The Nand2Tetris Experience

Turtles all the way down

Aug 18, 2021

I recently went through the Nand2Tetris course. The motivating goal behind the material is to learn about the foundational hardware and software components of a computer by building one from scratch. As the name suggests, the course starts you off with nothing but a NAND chip and, through a series of projects, helps you build your way up to being able to hypothetically program Tetris. Along the way, you get bite-sized tours of all the glue in between, everything from chip design to virtual machines to compilers, even to a very bare-bones operating system!

Chips Chips Galore!

The first half of the course consisted of defining the machine hardware. The general idea of these sections was to incrementally take previously-fabricated chips and build new, more advanced ones, ultimately culminating into our computer’s hardware.

Starting with the NAND chip, we were able to design and obtain a few basic logic chips. These chips, along with a pulsing clock, opened the door to several chains of fabrication that would lead us to a few necessary higher-order components. For instance, one chain went from adders to an ALU to a CPU, and another chain took us from flip-flops to registers to RAM. Once these higher-order components were made, we could finally assemble them as our machine, a very basic computer called Hack which could read and execute sequential instructions from a ROM. To make programming Hack easier, we also wrote an assembler to translate Hack assembly mnemonics into the actual program binary that gets loaded into ROM.

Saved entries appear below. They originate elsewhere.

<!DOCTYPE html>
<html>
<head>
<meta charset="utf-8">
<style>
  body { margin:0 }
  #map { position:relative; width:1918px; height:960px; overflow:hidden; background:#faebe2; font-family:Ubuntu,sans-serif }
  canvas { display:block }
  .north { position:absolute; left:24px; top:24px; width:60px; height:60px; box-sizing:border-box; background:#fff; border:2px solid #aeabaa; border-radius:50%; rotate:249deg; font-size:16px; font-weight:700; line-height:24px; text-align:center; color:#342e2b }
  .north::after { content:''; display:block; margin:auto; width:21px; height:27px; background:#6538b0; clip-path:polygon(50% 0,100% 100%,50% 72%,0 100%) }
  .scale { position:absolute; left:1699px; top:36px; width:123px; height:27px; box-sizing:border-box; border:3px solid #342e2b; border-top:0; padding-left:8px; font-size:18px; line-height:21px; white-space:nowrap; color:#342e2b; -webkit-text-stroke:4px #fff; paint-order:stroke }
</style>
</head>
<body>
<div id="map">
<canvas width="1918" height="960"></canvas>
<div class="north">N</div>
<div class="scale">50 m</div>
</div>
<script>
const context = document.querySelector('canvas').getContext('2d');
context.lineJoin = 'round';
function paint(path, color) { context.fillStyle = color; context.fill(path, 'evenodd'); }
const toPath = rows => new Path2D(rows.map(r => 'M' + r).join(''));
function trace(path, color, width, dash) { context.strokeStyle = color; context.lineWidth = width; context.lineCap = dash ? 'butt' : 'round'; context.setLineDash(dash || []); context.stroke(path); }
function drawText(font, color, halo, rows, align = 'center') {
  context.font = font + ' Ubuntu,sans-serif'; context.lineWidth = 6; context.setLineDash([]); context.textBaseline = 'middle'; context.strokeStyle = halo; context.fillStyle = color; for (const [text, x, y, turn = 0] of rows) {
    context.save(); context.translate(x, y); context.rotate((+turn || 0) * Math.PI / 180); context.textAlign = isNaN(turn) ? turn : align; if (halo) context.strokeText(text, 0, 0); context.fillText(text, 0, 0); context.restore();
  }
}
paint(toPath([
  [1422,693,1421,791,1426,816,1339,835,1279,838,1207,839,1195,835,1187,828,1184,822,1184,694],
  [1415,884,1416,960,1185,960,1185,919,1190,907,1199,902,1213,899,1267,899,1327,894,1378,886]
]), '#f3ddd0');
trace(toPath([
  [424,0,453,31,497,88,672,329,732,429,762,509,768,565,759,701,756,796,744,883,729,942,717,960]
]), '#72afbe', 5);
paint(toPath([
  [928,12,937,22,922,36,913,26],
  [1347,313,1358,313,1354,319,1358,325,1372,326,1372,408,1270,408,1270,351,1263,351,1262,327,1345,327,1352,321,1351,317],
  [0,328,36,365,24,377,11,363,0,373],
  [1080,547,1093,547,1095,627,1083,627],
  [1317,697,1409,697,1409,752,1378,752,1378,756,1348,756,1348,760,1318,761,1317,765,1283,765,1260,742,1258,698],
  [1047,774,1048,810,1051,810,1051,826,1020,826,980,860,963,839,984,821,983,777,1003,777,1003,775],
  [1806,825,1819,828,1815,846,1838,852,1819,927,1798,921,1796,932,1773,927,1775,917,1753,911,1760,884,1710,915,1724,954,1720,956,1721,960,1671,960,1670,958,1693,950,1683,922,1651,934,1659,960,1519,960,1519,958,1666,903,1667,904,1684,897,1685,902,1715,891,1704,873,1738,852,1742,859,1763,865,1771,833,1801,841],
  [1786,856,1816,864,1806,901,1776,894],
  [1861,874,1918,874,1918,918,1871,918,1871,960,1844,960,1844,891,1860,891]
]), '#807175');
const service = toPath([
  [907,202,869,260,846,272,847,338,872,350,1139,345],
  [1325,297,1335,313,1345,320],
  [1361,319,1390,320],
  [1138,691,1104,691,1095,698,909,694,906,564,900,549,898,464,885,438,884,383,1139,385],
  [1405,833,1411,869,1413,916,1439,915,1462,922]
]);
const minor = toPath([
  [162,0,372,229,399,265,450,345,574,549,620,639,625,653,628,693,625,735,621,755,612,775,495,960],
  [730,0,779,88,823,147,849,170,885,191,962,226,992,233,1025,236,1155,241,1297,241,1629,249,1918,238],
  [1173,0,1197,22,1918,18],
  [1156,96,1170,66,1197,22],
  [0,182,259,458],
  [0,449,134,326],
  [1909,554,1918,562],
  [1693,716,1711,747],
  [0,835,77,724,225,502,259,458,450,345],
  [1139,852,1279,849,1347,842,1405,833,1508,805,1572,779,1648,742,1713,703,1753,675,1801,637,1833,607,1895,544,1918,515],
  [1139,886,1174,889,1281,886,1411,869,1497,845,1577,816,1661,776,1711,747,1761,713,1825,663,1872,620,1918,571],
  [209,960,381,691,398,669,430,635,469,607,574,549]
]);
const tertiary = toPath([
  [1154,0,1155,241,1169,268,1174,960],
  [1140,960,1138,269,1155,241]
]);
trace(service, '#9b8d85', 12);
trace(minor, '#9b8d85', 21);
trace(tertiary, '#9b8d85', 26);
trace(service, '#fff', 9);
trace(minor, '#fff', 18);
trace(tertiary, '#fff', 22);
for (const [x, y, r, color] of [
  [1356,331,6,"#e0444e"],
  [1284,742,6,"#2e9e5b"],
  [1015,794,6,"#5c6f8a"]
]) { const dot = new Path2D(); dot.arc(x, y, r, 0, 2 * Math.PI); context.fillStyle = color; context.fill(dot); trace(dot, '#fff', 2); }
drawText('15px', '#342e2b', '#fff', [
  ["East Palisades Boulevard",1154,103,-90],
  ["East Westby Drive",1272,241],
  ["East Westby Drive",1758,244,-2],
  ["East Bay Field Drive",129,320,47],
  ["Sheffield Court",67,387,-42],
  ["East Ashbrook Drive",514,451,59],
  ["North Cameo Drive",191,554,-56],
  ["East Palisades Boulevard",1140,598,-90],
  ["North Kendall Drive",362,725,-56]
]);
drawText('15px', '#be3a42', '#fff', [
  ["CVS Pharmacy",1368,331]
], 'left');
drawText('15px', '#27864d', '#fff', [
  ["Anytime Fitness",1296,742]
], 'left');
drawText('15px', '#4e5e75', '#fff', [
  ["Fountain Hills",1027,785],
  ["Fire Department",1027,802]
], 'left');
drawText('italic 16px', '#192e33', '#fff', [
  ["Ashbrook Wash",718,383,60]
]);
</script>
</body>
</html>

Looking back, despite the entire hardware section being a new experience for me, I was surprised to find that much of the chip designing felt natural and methodical. Once I had made additional logic chips from the starting NAND chip, many of the more complex components came together like pieces to a puzzle. Full adders could be chained together to make larger n-bit adders, and RAM could be doubled by recursively applying the same technique used to build the previous RAM chip.

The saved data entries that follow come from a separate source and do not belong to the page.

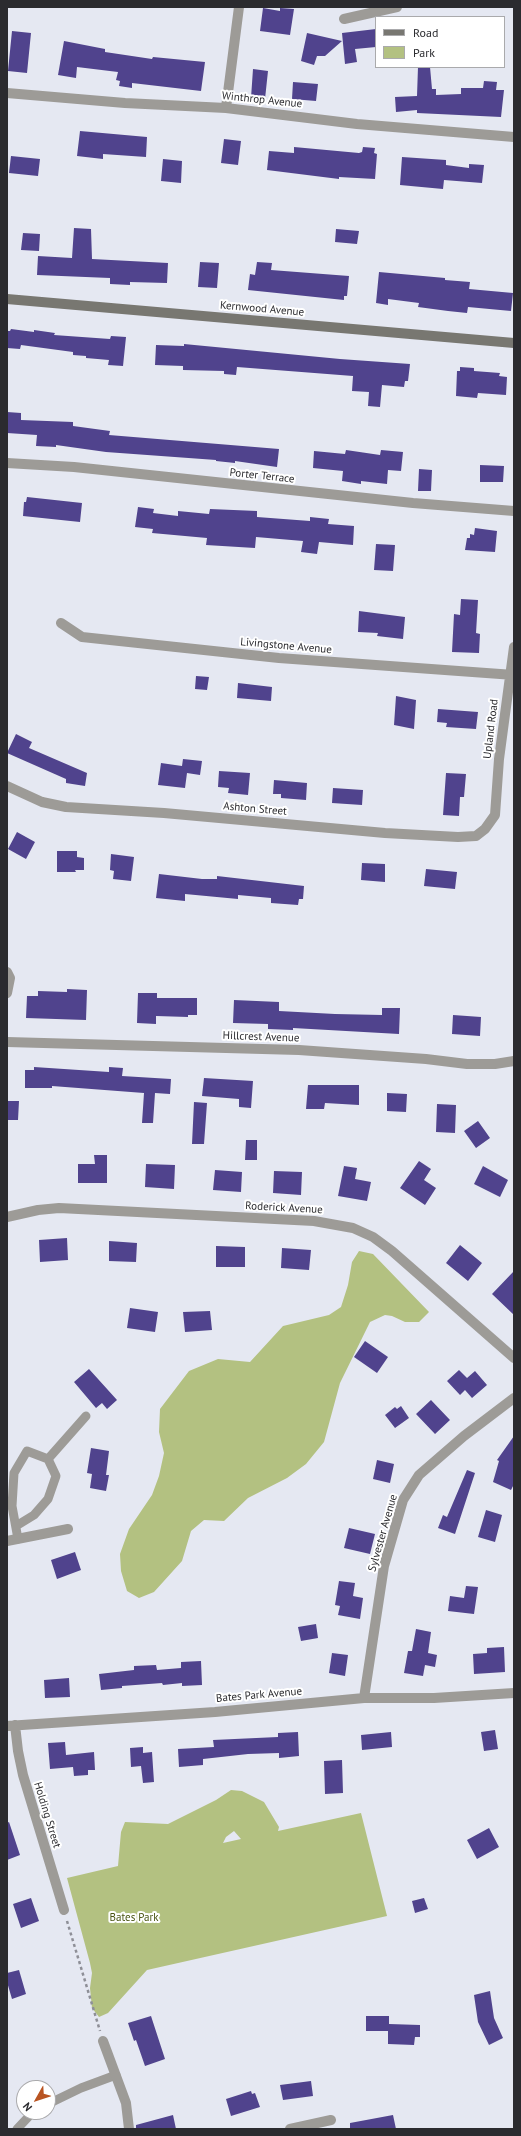 <!DOCTYPE html>
<html>
<head>
<meta charset="utf-8">
<style>
  body { margin:0 }
  #map { position:relative; width:521px; height:2136px; overflow:hidden; background:#e5e8f2; font-family:"PT Sans",sans-serif }
  canvas { display:block }
  .frame { position:absolute; inset:0; border:8px solid #2b2b2f; pointer-events:none }
  .legend { position:absolute; left:375px; top:16px; width:130px; height:52px; box-sizing:border-box; background:#fff; border:1px solid #aaaaac; margin:0; padding:5px 7px; list-style:none; font-size:12px; color:#2b2b2f }
  .legend li { display:flex; align-items:center; gap:8px; height:20px }
  .legend b { width:20px; border:1px solid #aaaaac }
  .north { position:absolute; left:16px; top:2080px; width:40px; height:40px; box-sizing:border-box; background:#fff; border:1px solid #aaaaac; border-radius:50%; rotate:231deg; font-size:11px; font-weight:700; line-height:16px; text-align:center; color:#2b2b2f }
  .north::after { content:''; display:block; margin:auto; width:14px; height:18px; background:#b95422; clip-path:polygon(50% 0,100% 100%,50% 72%,0 100%) }
</style>
</head>
<body>
<div id="map">
<canvas width="521" height="2136"></canvas>
<div class="frame"></div>
<ul class="legend">
<li><b style="height:5px;background:#787771"></b>Road</li>
<li><b style="height:11px;background:#b3c181"></b>Park</li>
</ul>
<div class="north">N</div>
</div>
<script>
const context = document.querySelector('canvas').getContext('2d');
context.lineJoin = 'round';
function paint(path, color) { context.fillStyle = color; context.fill(path, 'evenodd'); }
const toPath = rows => new Path2D(rows.map(r => 'M' + r).join(''));
function strokePath(path, color, width, dash) { context.strokeStyle = color; context.lineWidth = width; context.lineCap = dash ? 'butt' : 'round'; context.setLineDash(dash || []); context.stroke(path); }
function label(font, color, halo, rows, align = 'center') {
  context.font = font + ' "PT Sans",sans-serif'; context.lineWidth = 4; context.setLineDash([]); context.textBaseline = 'middle'; context.strokeStyle = halo; context.fillStyle = color; for (const [text, x, y, turn = 0] of rows) {
    context.save(); context.translate(x, y); context.rotate((+turn || 0) * Math.PI / 180); context.textAlign = isNaN(turn) ? turn : align; if (halo) context.strokeText(text, 0, 0); context.fillText(text, 0, 0); context.restore();
  }
}
paint(toPath([
  [359,1251,373,1254,429,1312,419,1322,405,1322,392,1316,385,1315,370,1322,340,1383,324,1442,306,1464,287,1478,248,1498,224,1521,204,1520,191,1531,182,1561,154,1592,139,1598,127,1591,121,1571,120,1554,129,1529,152,1495,159,1476,164,1453,159,1432,160,1409,189,1371,218,1359,250,1362,283,1326,329,1315,341,1307,348,1285,352,1262],
  [231,1790,242,1791,264,1802,279,1827,278,1831,361,1813,387,1916,147,1970,108,2013,99,2017,92,2008,90,1988,92,1973,90,1963,67,1878,118,1866,121,1832,125,1822,168,1824,216,1800],
  [234,1831,241,1839,223,1843,226,1837]
]), '#b3c181');
paint(toPath([
  [263,8,280,11,280,8,294,9,290,35,260,31],
  [376,29,376,47,355,49,357,62,345,64,342,33],
  [12,31,31,33,27,73,8,71],
  [307,33,342,41,325,56,317,56,314,65,301,61],
  [64,41,105,49,105,52,152,59,153,57,205,62,201,91,132,83,132,88,119,86,120,81,116,80,118,72,77,67,76,78,58,75],
  [418,67,430,67,432,89,436,89,436,95,461,94,461,88,483,88,484,81,497,82,496,90,504,90,501,117,417,113,417,110,396,112,395,97,417,96],
  [253,69,268,71,265,99,251,98],
  [293,82,318,84,316,101,292,99],
  [80,131,147,137,146,157,103,154,103,159,77,156],
  [224,139,241,141,238,165,221,163],
  [294,147,359,153,362,152,363,147,375,148,374,153,377,154,375,179,339,177,339,179,267,170,269,151,294,153],
  [11,156,40,159,38,176,9,173],
  [402,157,446,160,446,165,469,168,469,164,484,165,482,183,444,180,443,189,400,185],
  [163,159,182,161,181,183,161,181],
  [74,228,91,229,92,259,168,263,167,283,130,282,130,285,110,284,110,278,37,275,38,256,72,258],
  [336,229,359,231,357,244,335,242],
  [23,233,40,234,39,251,21,250],
  [200,262,219,263,217,288,198,287],
  [257,262,272,263,271,270,349,276,347,296,344,296,344,300,248,290,250,274,255,275],
  [379,272,445,278,445,280,470,282,469,289,513,293,511,311,468,307,467,313,448,311,418,307,419,303,388,299,388,305,376,303],
  [11,329,34,332,34,330,55,333,54,335,110,339,111,336,126,337,123,366,108,365,109,360,86,358,86,356,73,355,73,352,21,345,20,349,7,348,7,331,10,331],
  [184,344,340,359,410,364,408,381,405,381,404,387,382,385,380,407,368,406,369,392,352,391,353,376,237,367,236,375,224,374,224,371,183,370,183,366,155,365,156,345,184,346],
  [460,367,474,368,474,371,500,373,499,376,507,377,506,395,478,393,477,398,456,396,457,371,460,371],
  [7,412,21,413,21,420,73,422,73,426,110,431,109,435,279,449,277,467,235,461,235,463,216,461,216,460,106,452,56,445,56,447,36,446,37,435,7,433],
  [346,450,380,455,381,450,403,452,401,471,388,470,387,484,361,481,361,484,342,481,343,471,313,468,314,451,345,454],
  [480,465,504,466,503,482,480,482],
  [419,469,432,470,431,491,418,491],
  [27,497,82,503,80,522,23,516,24,502,26,502],
  [138,507,154,509,153,513,178,516,178,511,209,514,210,509,257,511,257,517,310,521,310,517,329,519,328,524,354,526,353,545,319,542,317,554,301,552,303,541,256,537,255,548,206,545,207,538,152,533,153,529,135,527],
  [475,528,497,531,495,552,465,550,467,538,470,538,470,534,474,535],
  [376,544,395,545,393,571,374,570],
  [461,599,478,600,476,633,480,634,479,653,452,652,454,614,460,615],
  [359,611,405,617,403,639,377,636,378,633,358,632],
  [196,676,209,677,207,690,195,689],
  [238,683,272,687,271,701,237,698],
  [396,696,416,700,414,729,394,725],
  [438,709,478,712,476,729,446,727,447,723,437,722],
  [16,734,32,742,29,748,87,773,85,786,66,783,66,779,7,753],
  [183,759,202,761,200,775,187,773,185,788,158,785,161,763,182,766],
  [219,771,250,773,248,795,228,793,229,788,218,787],
  [446,773,466,774,464,797,460,797,459,816,443,815],
  [274,780,307,783,306,800,281,798,281,794,273,794],
  [333,788,363,790,362,805,332,803],
  [17,832,35,842,26,859,8,849],
  [57,851,77,851,77,857,84,858,84,870,75,870,76,872,57,872],
  [111,854,134,857,131,881,113,879,114,871,110,870],
  [362,863,385,864,385,882,361,880],
  [426,869,457,872,455,889,424,886],
  [159,874,202,879,217,879,217,876,304,886,303,899,299,899,298,905,271,903,271,898,238,895,238,899,185,894,185,901,156,898],
  [67,989,87,990,86,1020,26,1018,27,996,38,996,38,991,67,992],
  [138,993,157,993,157,998,197,998,197,1015,188,1015,188,1017,156,1016,156,1024,137,1023],
  [234,1000,279,1002,279,1011,335,1014,382,1015,382,1008,400,1008,399,1034,293,1028,293,1030,268,1029,268,1024,233,1023],
  [453,1015,481,1017,480,1036,452,1034],
  [34,1067,109,1072,109,1067,123,1068,122,1076,171,1079,170,1094,155,1093,153,1123,142,1123,144,1093,52,1086,52,1088,25,1088,25,1070,34,1070],
  [204,1078,253,1081,251,1108,239,1107,239,1099,202,1096],
  [308,1085,359,1085,359,1105,325,1103,324,1109,306,1109],
  [387,1093,407,1094,406,1112,387,1111],
  [7,1101,19,1101,18,1120,7,1120],
  [194,1102,207,1103,204,1144,192,1144],
  [437,1104,456,1105,455,1133,436,1132],
  [478,1121,490,1138,476,1148,464,1131],
  [246,1140,257,1140,257,1160,245,1160],
  [94,1155,107,1155,107,1183,78,1183,78,1164,95,1164],
  [419,1161,431,1169,424,1180,436,1188,425,1205,400,1188],
  [146,1164,175,1165,174,1189,145,1187],
  [344,1166,357,1168,355,1179,371,1182,367,1201,338,1196],
  [483,1166,508,1180,500,1197,474,1184],
  [215,1170,242,1172,241,1192,213,1190],
  [274,1171,302,1172,301,1195,273,1193],
  [67,1238,68,1260,40,1262,39,1240],
  [109,1241,137,1243,136,1262,109,1261],
  [460,1245,482,1263,468,1281,446,1263],
  [216,1246,245,1247,245,1267,216,1267],
  [282,1248,311,1250,309,1270,281,1268],
  [514,1271,514,1315,492,1294],
  [130,1308,158,1312,155,1332,127,1328],
  [210,1311,212,1330,185,1332,183,1312],
  [365,1341,388,1357,377,1373,354,1357],
  [89,1369,117,1400,107,1409,102,1403,96,1408,74,1382],
  [459,1370,467,1378,475,1371,487,1385,472,1398,465,1390,460,1395,447,1381],
  [431,1400,450,1420,435,1434,416,1414],
  [401,1406,409,1418,395,1428,385,1415,395,1407,397,1409],
  [514,1436,514,1484,511,1490,493,1482,499,1461,497,1460],
  [91,1448,109,1451,106,1475,109,1475,106,1491,90,1488,92,1474,87,1473],
  [377,1460,394,1464,390,1483,373,1479],
  [467,1470,475,1473,455,1534,438,1528,443,1515,447,1517],
  [486,1510,502,1515,495,1542,478,1537],
  [349,1528,375,1534,370,1554,344,1548],
  [75,1552,81,1570,57,1579,51,1560],
  [339,1581,355,1583,353,1596,363,1598,360,1619,338,1615,340,1606,335,1605],
  [466,1586,478,1587,474,1614,448,1611,450,1596,464,1598],
  [316,1624,318,1638,301,1641,298,1627],
  [416,1629,431,1632,428,1653,437,1655,435,1667,425,1665,423,1676,404,1673,408,1651,412,1651],
  [504,1647,505,1672,474,1674,473,1654,487,1653,487,1648],
  [332,1653,348,1655,345,1676,329,1673],
  [201,1661,202,1685,182,1686,182,1683,163,1685,162,1683,122,1686,122,1688,101,1690,99,1674,134,1670,134,1666,156,1665,157,1670,181,1668,181,1662],
  [69,1678,70,1697,45,1698,44,1680],
  [495,1730,498,1749,484,1751,481,1732],
  [298,1732,299,1756,279,1758,279,1753,248,1754,203,1759,203,1765,179,1767,178,1749,214,1747,213,1740,278,1737,278,1733],
  [391,1732,392,1747,362,1750,361,1735],
  [65,1742,66,1755,94,1752,95,1770,88,1770,88,1775,74,1776,73,1767,50,1769,48,1743],
  [143,1747,143,1753,152,1752,154,1782,143,1783,141,1766,131,1767,130,1748],
  [342,1760,343,1793,325,1794,324,1761],
  [9,1822,20,1855,7,1860,7,1823],
  [489,1828,499,1847,477,1859,467,1840],
  [31,1898,39,1921,21,1928,13,1904],
  [424,1898,428,1909,415,1913,412,1901],
  [19,1970,26,1994,12,1999,7,1982,7,1973],
  [490,1991,494,2018,503,2038,489,2045,478,2022,474,1995],
  [151,2016,165,2059,145,2066,136,2040,134,2041,128,2023],
  [366,2016,389,2016,389,2024,420,2025,420,2037,415,2037,414,2045,388,2044,388,2031,366,2031],
  [311,2081,313,2096,283,2100,280,2085],
  [251,2091,252,2094,255,2093,260,2107,231,2116,226,2099],
  [173,2115,176,2129,136,2129,136,2125],
  [393,2115,396,2129,350,2129,350,2123]
]), '#50438d');
strokePath(toPath([
  [67,1921,100,2031]
]), '#8e8f97', 2.5, [3, 3]);
strokePath(toPath([
  [16,1526,34,1515,48,1499,56,1476,48,1459],
  [18,1539,12,1506,14,1473,27,1451,48,1459,86,1416],
  [48,2104,81,2088,116,2075],
  [17,2129,33,2112]
]), '#9d9b97', 9);
strokePath(toPath([
  [344,19,397,7],
  [7,93,125,103,226,108,357,124,514,137],
  [226,108,239,7],
  [7,463,74,467,413,503,514,511],
  [61,623,82,637,279,658,514,675],
  [7,786,42,802,66,807,164,813,385,833,458,837,476,836,485,829,495,815,499,759,514,647],
  [7,972,10,978,7,993],
  [7,1042,299,1050,426,1059,467,1064,495,1064,514,1061],
  [7,1217,38,1210,59,1208,314,1221,353,1228,373,1237,392,1251,514,1358],
  [7,1541,68,1529],
  [364,1698,384,1566,403,1500,419,1475,464,1436,514,1398],
  [15,1725,18,1751,23,1775,64,1910],
  [7,1726,215,1712,364,1698,434,1698,514,1693],
  [103,2041,126,2103,129,2129],
  [290,2129,331,2120]
]), '#9d9b97', 10);
strokePath(toPath([
  [7,299,514,343]
]), '#787771', 10);
label('11px', '#2b2b2f', '#fff', [
  ["Winthrop Avenue",262,100,6],
  ["Kernwood Avenue",262,309,5],
  ["Porter Terrace",262,476,6],
  ["Livingstone Avenue",286,646,5],
  ["Upland Road",491,729,-83],
  ["Ashton Street",255,809,5],
  ["Hillcrest Avenue",261,1037,2],
  ["Roderick Avenue",284,1208,3],
  ["Sylvester Avenue",383,1533,-74],
  ["Bates Park Avenue",259,1695,-5],
  ["Holding Street",47,1815,73]
]);
label('11px', '#4b5615', '#fff', [
  ["Bates Park",134,1918]
]);
</script>
</body>
</html>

Coming from the software side, there were many nuances to hardware that also took some getting used to. One thing that became clear very quickly was that patterns learned from software do not always translate to hardware. As an example, say you have 8 individually addressable slots of memory, and you want to write a bit to a specific slot. Suppose in hardware, each slot takes two signals, one that indicates an incoming value (new_value) and one that locks the slot, indicating whether it should update its current value to the incoming value or not (should_write). In addition, suppose all the slots are bused together. In hardware, to write to a certain slot, you would turn off should_write for all slots except the target slot and then flood the incoming value to new_value for all slots. From a software perspective, however, these 8 slots of memory would normally be represented as an array. All a software programmer needs to do in such a scenario is target and write to the slot via array indexing. Any notion of flooding or turning on and off locks from the hardware implementation becomes lost to the software programmer.

Hardware addressing

Having to change my mindset to work in a world of wires rather than bytes took some getting used to. I found that it was almost easier to run with the “electricity is like water” analogy and think about the circuits as plumbing rather than algorithms. Signal was water that I wanted to get to certain places and not others, and each gate changed the way the water flowed.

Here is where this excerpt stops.